■ **Exercise objective**
Among the lines below, copy each one in which "white" appears.

■ **Saved entries**
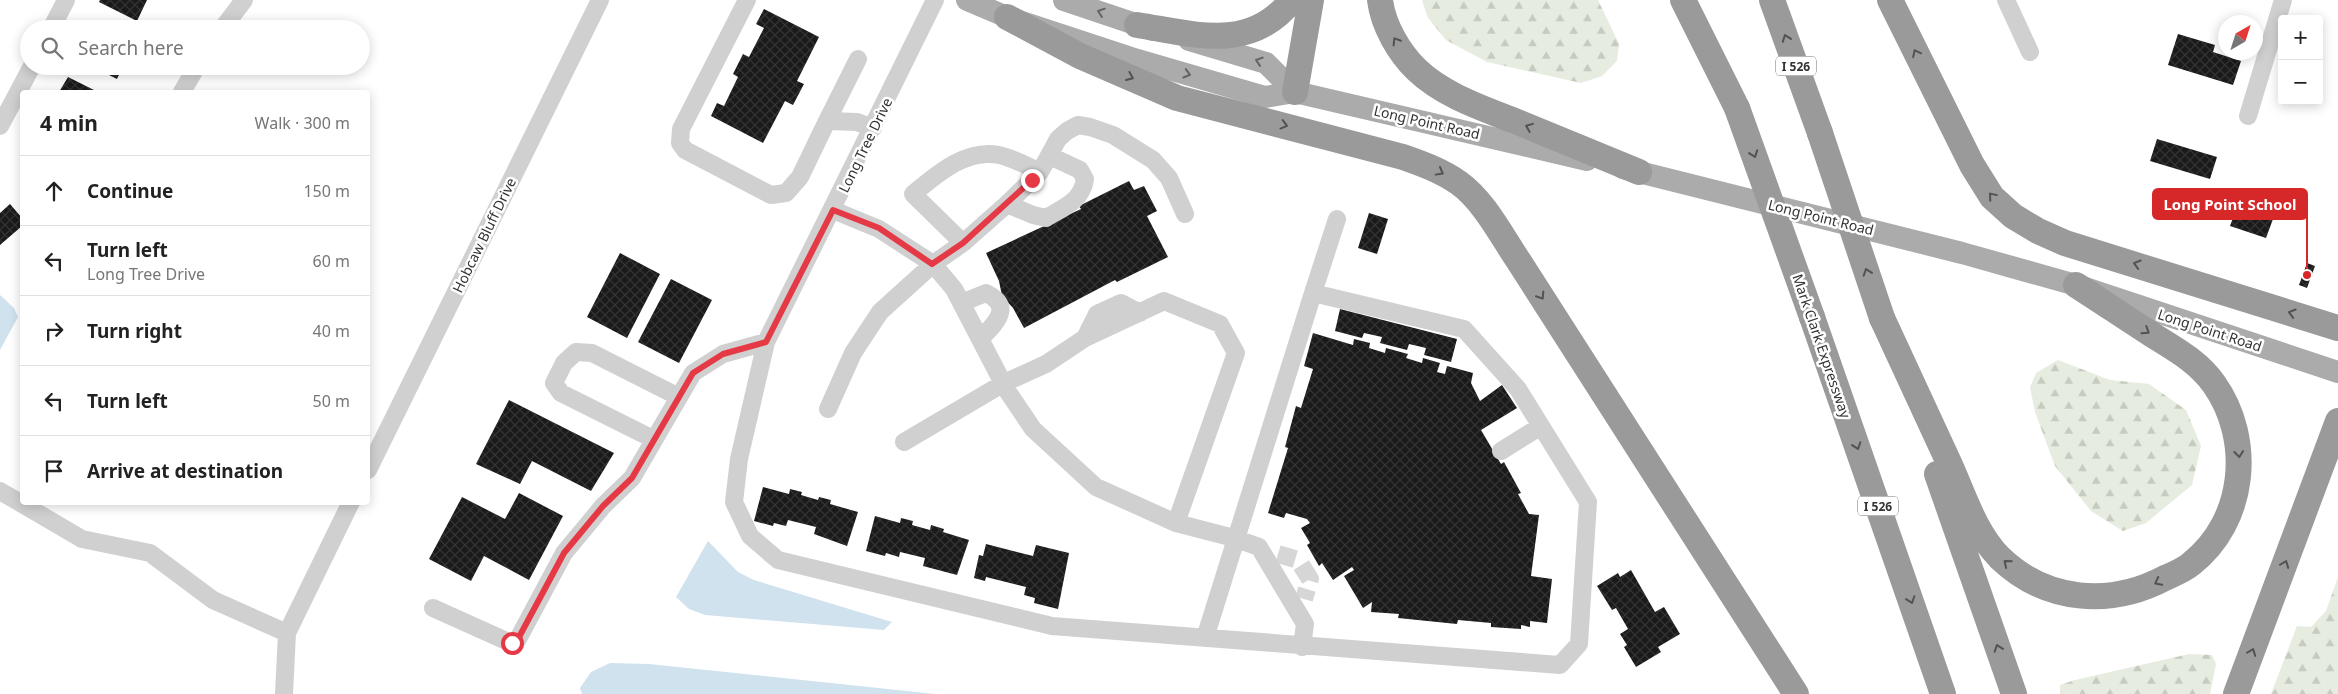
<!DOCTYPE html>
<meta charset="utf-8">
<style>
body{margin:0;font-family:"Noto Sans",sans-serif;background:#f6f6f6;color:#222}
.controls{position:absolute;right:15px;top:15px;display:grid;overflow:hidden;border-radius:5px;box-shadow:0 2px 12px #0003}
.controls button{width:45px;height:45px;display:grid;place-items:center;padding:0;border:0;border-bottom:1px solid #e0e0e0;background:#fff;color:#222;font:25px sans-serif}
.compass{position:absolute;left:2218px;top:15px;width:45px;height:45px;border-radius:50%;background:#fff;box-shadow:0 2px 12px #0003;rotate:39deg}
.stop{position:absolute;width:15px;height:15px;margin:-11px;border:4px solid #e63946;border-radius:50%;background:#fff}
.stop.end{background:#e63946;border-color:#fff;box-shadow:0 1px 5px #0008}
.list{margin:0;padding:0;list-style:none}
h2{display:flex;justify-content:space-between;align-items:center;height:65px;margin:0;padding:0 20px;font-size:21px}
h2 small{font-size:16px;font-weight:400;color:#767676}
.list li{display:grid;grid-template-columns:32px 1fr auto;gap:15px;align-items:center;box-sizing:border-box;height:70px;padding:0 20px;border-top:1px solid #e0e0e0}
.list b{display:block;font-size:19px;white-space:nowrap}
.list p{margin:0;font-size:16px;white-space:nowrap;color:#767676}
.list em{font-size:16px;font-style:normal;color:#767676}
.icon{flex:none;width:28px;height:28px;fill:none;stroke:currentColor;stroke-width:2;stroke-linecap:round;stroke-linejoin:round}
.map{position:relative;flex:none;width:2338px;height:694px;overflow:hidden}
.search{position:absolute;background:#fff;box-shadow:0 2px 12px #0003;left:20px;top:20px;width:350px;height:55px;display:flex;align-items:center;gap:12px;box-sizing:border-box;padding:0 18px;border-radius:28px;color:#767676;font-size:19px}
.panel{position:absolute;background:#fff;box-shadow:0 2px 12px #0003;left:20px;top:90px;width:350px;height:415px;border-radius:5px}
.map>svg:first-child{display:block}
.forest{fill:url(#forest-firs)}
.water{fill:#cfe2ee}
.building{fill:url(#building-cross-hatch)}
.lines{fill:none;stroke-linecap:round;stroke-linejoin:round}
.minor-tunnel{stroke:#d6d6d6;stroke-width:18;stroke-dasharray:18 9;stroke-linecap:butt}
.minor{stroke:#d0d0d0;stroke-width:18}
.major{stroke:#ababab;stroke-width:22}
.highway{stroke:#9a9a9a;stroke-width:26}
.highway-bridge{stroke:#9a9a9a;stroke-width:26}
.oneway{stroke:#636363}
.oneway2{stroke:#525252}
.route{stroke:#e63946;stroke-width:6}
.labels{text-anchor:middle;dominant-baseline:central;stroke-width:5;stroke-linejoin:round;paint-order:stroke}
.shield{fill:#fff;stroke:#707070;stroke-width:1}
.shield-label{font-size:12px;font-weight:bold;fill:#333}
.street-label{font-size:14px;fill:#333;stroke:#fff}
.leader{fill:none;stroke:#d62828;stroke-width:2}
.callout-dot{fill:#d62828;stroke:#fff;stroke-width:2}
.callout{fill:#d62828;stroke:#d62828;stroke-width:2}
.callout-label{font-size:15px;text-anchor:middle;font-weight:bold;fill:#fff}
</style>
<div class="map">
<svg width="2338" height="694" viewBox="0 0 2338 694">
<defs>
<pattern id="forest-firs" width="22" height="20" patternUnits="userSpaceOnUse" patternTransform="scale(1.25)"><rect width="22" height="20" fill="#e6ecdf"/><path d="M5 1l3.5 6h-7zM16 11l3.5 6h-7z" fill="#c6cbc0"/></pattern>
<pattern id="building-cross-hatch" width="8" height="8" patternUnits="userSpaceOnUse" patternTransform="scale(1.25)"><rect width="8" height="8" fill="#1a1a1a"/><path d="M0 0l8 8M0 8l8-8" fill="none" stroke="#333"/></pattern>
</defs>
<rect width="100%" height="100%" fill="#fff"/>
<path class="forest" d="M 1422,0 L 1598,0 L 1619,44 L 1617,61 L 1602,76 L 1581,83 L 1487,62 L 1446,40 L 1428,18 Z
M 2058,360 L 2110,380 L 2149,384 L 2186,410 L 2201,446 L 2192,485 L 2146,523 L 2123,531 L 2091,511 L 2055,466 L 2035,412 L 2030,387 L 2036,373 Z
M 2338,577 L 2338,694 L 2271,694 L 2297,626 L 2311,627 L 2326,611 Z
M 2189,654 L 2212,655 L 2216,664 L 2210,694 L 2060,694 L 2060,685 L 2075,680 Z"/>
<path class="water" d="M 0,295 L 14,308 L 18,317 L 0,350 Z
M 708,541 L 738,572 L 754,580 L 892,622 L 884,630 L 705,615 L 689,609 L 676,597 Z
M 610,663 L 649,664 L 935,694 L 582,694 L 580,688 L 591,672 Z"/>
<path class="building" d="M 100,0 L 147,0 L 137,21 L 99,2 Z
M 764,9 L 819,37 L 797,81 L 804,84 L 793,105 L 785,101 L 763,143 L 711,116 L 717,103 L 724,106 L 738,77 L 733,74 L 743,54 L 749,57 L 764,28 L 756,24 Z
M 2178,34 L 2215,45 L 2213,52 L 2241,61 L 2233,85 L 2168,65 Z
M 91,66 L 123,66 L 117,79 Z
M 68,77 L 94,90 L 93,92 L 59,92 Z
M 2157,139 L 2217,157 L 2210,179 L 2150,161 Z
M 1129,181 L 1134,190 L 1144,186 L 1157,211 L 1147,216 L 1168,257 L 1117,282 L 1115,280 L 1024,328 L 1013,308 L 1002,296 L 999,281 L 986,253 L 1081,209 L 1079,206 Z
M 10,204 L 22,218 L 22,226 L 0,245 L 0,213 Z
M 2237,207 L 2273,219 L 2266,238 L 2230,226 Z
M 1369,213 L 1388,219 L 1377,254 L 1358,248 Z
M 620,253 L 660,274 L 627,338 L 587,317 Z
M 2307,263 L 2315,266 L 2307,288 L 2299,285 Z
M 671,279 L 712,300 L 679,363 L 638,342 Z
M 1340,309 L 1457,339 L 1451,362 L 1424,355 L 1426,348 L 1409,344 L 1407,350 L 1380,343 L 1382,337 L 1364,333 L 1362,338 L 1335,331 Z
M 1313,333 L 1353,345 L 1354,339 L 1370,343 L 1369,348 L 1385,353 L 1386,348 L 1408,354 L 1406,358 L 1422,363 L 1423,358 L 1440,363 L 1437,372 L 1445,374 L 1447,366 L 1473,373 L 1471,383 L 1480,401 L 1502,385 L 1517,408 L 1481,430 L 1501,464 L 1504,462 L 1521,493 L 1518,494 L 1529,514 L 1539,515 L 1531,576 L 1552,579 L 1547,623 L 1530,621 L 1530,627 L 1521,625 L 1521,629 L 1491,627 L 1491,623 L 1458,620 L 1457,624 L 1398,618 L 1399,614 L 1371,612 L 1372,602 L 1363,608 L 1344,576 L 1354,570 L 1352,567 L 1333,580 L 1322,563 L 1319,566 L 1307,545 L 1310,543 L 1301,528 L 1310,523 L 1307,519 L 1286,513 L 1284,518 L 1268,513 L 1288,448 L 1285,447 L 1296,406 L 1301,408 L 1313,369 L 1304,366 Z
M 509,400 L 614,453 L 591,491 L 532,461 L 520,484 L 476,464 Z
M 763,487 L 789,494 L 790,489 L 802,492 L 801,495 L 818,500 L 819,497 L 831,500 L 830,504 L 858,512 L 847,546 L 814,534 L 816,527 L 788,520 L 786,526 L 774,523 L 773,526 L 754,521 Z
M 519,493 L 563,516 L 529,580 L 484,556 L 471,581 L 429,559 L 462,497 L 505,519 Z
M 875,516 L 900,523 L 901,518 L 913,521 L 912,525 L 930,530 L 931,525 L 944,529 L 943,532 L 969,540 L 957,575 L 923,566 L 925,558 L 900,552 L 899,557 L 886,553 L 885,556 L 866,551 Z
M 986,544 L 1033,556 L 1036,545 L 1069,553 L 1058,609 L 1034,603 L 1035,598 L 1024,595 L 1026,587 L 986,577 L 985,581 L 974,578 L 979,555 L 983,556 Z
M 1631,570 L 1655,612 L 1664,607 L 1680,634 L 1658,647 L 1661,652 L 1636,667 L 1624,647 L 1627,645 L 1620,634 L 1628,629 L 1616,608 L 1612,610 L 1597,586 L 1618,573 L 1620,577 Z"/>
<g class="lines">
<path class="minor-tunnel" d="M 1278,554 L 1298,560 L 1310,579 L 1304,599"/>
<path class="minor" d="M 747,0 L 681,129 L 680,143 L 685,150 L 771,195 L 786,193 L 800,177 L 827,121 L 857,122 L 873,128
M 935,0 L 766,342 L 739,459 L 734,502 L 750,536 L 778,560 L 1052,626 L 1560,665 L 1579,644 L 1588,502 L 1518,389 L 1464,329 L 1313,293 L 1205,638
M 2006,0 L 2030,52
M 51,29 L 66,0
M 222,29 L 244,0
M 182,92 L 197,66
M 2248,116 L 2283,0
M 827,121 L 858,59
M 0,126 L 32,66
M 1007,204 L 1033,215 L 1046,218 C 1064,207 1082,201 1085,179 L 1080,170 L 1050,156
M 833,210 L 879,229 L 933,264 L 954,289 L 1006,389 L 1033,429 L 1096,487 L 1176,523 L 1234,538 L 1259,547 L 1305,624 L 1302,647
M 963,243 L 913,194 C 936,175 966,148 999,155 C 1013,158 1027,166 1040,172
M 1313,293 L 1337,219
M 961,303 L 986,293 C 1014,307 995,324 980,339
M 1085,338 L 1097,314 L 1121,303 L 1140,313
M 828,409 L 853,353 L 880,312 L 933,264 L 963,243 L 1007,204 L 1040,172 L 1058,139 L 1067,131 L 1078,125 L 1090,127 L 1113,135 L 1153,160 L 1169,178 L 1185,214
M 653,439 L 561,393 L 554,383 L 564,363 L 576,352 L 592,353 L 679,397
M 904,442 L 1004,383 L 1046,364 L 1085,338 L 1164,301 L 1220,324 L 1236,353 L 1176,523
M 1501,451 L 1541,426
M 368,470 L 600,0
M 0,491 L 82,539 L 150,553 L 213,600 L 287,633
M 433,608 L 511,643 L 518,639 L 564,553 L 603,506 L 632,478 L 693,373 L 723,354 L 766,342
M 284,694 L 287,633 L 351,502"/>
<path class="major" d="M 967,0 L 1007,17 L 1131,58 L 1265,97 L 1295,92 L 1587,160
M 1064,0 L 1153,30
M 1189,40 L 1266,63 L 1295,92
M 1623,168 L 1962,253 L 2076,285 L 2338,372"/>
<path class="highway" d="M 1380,0 C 1383,25 1399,53 1417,70 C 1443,95 1482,108 1515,121 C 1556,138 1598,155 1639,172
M 1683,0 L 1737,108
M 1772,0 L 1820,133
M 1890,0 L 1972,165 L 1992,197 L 2013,216 L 2038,231 L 2065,243 L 2338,328
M 1007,17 L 1080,56 L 1177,98 L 1403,157 C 1423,164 1442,171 1459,183 C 1484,201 1501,235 1518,260 L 1796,694
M 1137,25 C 1195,34 1250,53 1292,0
M 1295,92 L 1311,0
M 1812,317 L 1943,694
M 1882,318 C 1905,367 1927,416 1950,465 C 1964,496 1975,533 2000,558 C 2046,602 2110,607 2165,578 C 2174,574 2184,570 2191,564 C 2246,521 2253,439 2214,384 C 2198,361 2173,348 2151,334 C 2126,318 2101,301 2076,285
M 1937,474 L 2014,694
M 2236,694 L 2338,421"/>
<path class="highway-bridge" d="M 1737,108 L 1812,317
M 1820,133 L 1882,318"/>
</g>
<defs><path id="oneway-chevron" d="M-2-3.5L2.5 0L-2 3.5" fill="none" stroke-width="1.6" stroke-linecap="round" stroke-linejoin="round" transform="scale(1.25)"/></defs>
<g class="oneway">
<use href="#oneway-chevron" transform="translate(1101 12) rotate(-161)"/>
<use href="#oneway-chevron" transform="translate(1259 61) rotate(-162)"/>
<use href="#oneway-chevron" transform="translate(1187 74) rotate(16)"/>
</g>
<g class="oneway2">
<use href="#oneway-chevron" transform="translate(1786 38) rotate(-110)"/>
<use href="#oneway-chevron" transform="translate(1396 41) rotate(-122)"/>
<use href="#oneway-chevron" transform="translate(1916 53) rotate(-116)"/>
<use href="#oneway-chevron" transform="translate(1130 77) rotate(23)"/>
<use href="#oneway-chevron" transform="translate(1284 125) rotate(15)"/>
<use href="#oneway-chevron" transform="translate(1529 127) rotate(-158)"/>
<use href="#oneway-chevron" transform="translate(1754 154) rotate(70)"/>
<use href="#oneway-chevron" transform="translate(1440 172) rotate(29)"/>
<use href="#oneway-chevron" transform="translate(1992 196) rotate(-130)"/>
<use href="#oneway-chevron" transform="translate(2137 264) rotate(-163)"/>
<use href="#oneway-chevron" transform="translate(1867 272) rotate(-109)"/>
<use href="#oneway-chevron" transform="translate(1541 296) rotate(57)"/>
<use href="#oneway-chevron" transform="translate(2292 313) rotate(-163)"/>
<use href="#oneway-chevron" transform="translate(2146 331) rotate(33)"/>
<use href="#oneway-chevron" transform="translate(1857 446) rotate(71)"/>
<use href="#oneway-chevron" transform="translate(2239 454) rotate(83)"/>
<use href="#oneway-chevron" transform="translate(2007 563) rotate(-140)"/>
<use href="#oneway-chevron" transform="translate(2285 564) rotate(-69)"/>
<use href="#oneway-chevron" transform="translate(2158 582) rotate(153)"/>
<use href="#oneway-chevron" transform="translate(1911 600) rotate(71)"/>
<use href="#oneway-chevron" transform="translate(1998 648) rotate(-109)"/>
<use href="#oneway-chevron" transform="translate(2252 652) rotate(-69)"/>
</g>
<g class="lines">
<path class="route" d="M 512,643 L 518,639 L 564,553 L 603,506 L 632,478 L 693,373 L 723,354 L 766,342 L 833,210 L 879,228 L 932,264 L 963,243 L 1032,180"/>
</g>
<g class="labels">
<g class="shield">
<rect x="1776" y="56.5" width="40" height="19" rx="4"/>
<rect x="1858" y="496.5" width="40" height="19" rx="4"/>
</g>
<g class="shield-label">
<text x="1796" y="66">I 526</text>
<text x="1878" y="506">I 526</text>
</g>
<g class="street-label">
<text transform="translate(1427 122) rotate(13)">Long Point Road</text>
<text transform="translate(865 145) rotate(-64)">Long Tree Drive</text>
<text transform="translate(1821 217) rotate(14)">Long Point Road</text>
<text transform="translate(484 235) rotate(-64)">Hobcaw Bluff Drive</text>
<text transform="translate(2210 330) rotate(18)">Long Point Road</text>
<text transform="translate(1822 346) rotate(71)">Mark Clark Expressway</text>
</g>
</g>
<path class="leader" d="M2307 275L2307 204"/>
<circle class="callout-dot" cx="2307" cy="275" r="5"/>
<rect class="callout" x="2153" y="189" width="154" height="30" rx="5"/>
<g class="callout-label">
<text x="2230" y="210">Long Point School</text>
</g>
</svg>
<div class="controls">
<button>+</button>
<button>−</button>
</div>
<svg class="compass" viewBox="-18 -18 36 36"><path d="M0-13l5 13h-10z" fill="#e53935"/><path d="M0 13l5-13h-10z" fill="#767676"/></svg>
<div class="stop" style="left:512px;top:643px"></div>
<div class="stop end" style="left:1032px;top:180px"></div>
<div class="search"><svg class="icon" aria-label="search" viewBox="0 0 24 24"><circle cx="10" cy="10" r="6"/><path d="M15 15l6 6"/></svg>Search here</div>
<section class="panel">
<h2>4 min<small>Walk · 300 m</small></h2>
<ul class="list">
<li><svg class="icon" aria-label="ahead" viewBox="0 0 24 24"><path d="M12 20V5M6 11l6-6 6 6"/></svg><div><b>Continue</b></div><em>150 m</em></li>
<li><svg class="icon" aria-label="left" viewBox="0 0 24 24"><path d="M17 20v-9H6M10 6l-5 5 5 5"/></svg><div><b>Turn left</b><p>Long Tree Drive</p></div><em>60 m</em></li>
<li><svg class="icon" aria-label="right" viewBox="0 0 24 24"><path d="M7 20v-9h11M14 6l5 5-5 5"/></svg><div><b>Turn right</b></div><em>40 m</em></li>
<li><svg class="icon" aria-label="left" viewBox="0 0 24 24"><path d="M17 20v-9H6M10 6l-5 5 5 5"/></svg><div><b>Turn left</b></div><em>50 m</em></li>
<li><svg class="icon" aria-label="arrive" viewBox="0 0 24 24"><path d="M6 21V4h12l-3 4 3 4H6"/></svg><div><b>Arrive at destination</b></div></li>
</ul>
</section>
</div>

■ **Answer to this problem**
.list b{display:block;font-size:19px;white-space:nowrap}
.list p{margin:0;font-size:16px;white-space:nowrap;color:#767676}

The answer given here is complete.